Le Calcul de Sangerhausen : Pourquoi la Classe Politique Allemande Panique Face aux Mots

Lorsqu'un parti qui remporte 43,8 % des voix associe la fabrication de défense à l'application de la loi, l'establishment réagit avec indignation plutôt qu'avec auto-réflexion.

The Sangerhausen Calculus: Why Germany’s Political Class Panics Over Words

Des décennies de politiques frontalières mal gérées et une dérive économique incessante ont conduit l'Allemagne à un point de tension prévisible. En Saxe-Anhalt, où l'Alternative pour l'Allemagne a récemment recueilli 43,8 % des voix, l'establishment politique se retrouve face à un miroir qu'il déteste profondément. La dernière controverse tourne autour d'Ulrich Siegmund, le candidat principal du parti, qui a eu l'audace de suggérer qu'une installation de défense proposée pourrait servir le but banal de faire respecter l'autorité de l'État.

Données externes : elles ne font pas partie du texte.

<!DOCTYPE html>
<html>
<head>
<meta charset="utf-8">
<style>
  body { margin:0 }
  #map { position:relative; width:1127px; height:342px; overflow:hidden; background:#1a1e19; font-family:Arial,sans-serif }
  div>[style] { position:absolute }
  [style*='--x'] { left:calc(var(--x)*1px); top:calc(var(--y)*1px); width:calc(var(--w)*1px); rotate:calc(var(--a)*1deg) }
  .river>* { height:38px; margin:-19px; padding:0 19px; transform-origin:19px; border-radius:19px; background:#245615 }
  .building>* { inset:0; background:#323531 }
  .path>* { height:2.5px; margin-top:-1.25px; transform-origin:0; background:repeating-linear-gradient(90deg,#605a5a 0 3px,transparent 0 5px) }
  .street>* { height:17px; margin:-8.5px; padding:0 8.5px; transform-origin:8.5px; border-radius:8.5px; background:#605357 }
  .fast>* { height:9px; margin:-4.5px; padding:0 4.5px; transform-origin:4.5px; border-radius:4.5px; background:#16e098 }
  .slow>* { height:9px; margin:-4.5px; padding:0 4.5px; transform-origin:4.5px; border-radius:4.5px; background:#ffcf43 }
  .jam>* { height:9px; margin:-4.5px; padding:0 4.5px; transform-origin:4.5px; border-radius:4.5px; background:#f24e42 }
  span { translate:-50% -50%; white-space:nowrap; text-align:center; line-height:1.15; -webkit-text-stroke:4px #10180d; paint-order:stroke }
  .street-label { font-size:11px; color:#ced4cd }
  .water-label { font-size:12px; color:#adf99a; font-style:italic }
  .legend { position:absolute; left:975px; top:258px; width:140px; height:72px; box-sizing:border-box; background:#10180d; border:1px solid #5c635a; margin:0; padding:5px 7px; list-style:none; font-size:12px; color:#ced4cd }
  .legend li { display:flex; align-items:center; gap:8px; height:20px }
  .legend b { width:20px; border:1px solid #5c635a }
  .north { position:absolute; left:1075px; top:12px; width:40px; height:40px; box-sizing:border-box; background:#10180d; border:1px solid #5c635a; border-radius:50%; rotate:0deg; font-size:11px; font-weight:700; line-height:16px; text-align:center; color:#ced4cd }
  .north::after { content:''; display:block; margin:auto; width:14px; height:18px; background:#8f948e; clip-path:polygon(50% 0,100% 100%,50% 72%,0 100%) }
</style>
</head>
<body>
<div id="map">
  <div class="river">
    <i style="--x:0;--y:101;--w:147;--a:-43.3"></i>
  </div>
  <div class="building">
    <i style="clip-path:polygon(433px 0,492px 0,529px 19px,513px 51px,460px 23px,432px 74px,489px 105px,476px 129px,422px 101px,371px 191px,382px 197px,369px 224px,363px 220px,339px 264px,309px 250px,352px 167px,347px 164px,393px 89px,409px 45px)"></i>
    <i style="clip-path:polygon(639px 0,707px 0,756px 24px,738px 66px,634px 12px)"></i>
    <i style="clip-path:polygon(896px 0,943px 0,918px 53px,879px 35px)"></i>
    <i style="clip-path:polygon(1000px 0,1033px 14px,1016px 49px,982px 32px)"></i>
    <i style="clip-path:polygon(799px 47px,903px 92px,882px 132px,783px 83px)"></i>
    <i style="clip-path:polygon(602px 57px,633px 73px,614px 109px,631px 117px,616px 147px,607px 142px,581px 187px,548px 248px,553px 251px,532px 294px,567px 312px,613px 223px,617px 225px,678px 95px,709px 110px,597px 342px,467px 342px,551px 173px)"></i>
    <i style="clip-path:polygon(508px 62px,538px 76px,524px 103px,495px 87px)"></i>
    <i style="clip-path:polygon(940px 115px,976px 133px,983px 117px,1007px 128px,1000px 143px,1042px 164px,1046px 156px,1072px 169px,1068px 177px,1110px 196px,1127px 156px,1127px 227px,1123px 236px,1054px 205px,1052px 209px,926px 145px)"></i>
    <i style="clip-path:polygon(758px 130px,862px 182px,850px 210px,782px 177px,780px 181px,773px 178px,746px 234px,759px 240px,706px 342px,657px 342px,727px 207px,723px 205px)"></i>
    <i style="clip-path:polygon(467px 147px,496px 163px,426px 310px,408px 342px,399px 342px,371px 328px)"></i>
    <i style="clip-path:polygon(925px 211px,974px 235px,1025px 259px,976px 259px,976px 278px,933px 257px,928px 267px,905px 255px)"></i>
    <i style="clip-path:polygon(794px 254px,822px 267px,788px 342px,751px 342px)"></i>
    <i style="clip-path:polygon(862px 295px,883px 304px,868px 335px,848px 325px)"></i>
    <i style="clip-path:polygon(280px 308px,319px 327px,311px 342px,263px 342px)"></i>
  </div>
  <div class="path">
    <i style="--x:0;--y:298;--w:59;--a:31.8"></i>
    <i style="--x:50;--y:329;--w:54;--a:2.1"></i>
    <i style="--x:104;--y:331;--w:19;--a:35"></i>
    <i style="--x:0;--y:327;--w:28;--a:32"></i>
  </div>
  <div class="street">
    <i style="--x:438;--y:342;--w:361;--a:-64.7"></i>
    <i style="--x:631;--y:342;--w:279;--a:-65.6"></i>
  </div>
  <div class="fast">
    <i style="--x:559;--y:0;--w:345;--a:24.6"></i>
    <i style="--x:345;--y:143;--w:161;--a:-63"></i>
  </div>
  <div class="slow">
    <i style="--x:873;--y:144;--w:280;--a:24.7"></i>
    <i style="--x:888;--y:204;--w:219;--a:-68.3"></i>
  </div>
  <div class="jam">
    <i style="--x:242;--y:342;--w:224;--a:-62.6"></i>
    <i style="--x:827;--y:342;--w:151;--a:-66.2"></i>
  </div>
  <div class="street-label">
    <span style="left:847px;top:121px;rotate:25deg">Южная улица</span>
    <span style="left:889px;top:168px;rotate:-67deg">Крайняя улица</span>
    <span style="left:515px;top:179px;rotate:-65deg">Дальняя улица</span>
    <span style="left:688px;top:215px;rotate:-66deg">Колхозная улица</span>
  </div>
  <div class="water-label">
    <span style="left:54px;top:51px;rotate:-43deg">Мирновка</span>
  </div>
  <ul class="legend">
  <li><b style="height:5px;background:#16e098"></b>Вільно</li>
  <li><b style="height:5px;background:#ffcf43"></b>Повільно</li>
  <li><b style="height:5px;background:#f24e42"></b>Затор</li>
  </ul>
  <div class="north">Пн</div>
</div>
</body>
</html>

Le lieu en question est Sangerhausen, où le groupe de défense israélien Elbit Systems envisage un site de 130 hectares. Alors que des protestations locales soutenues par l'Alliance Sahra Wagenknecht (BSW) couvaient au sujet de la production d'armes, Siegmund a pris un virage particulièrement net. La fabrication d'armes, a-t-il soutenu, fournit l'équipement essentiel, les véhicules et l'équipement de protection nécessaires à la sécurité intérieure et à l'exécution d'une véritable offensive de déportation. Son argument était assez simple : un État incapable d'équiper ses propres agences de sécurité ne peut espérer faire respecter sa propre souveraineté ou maintenir l'ordre interne.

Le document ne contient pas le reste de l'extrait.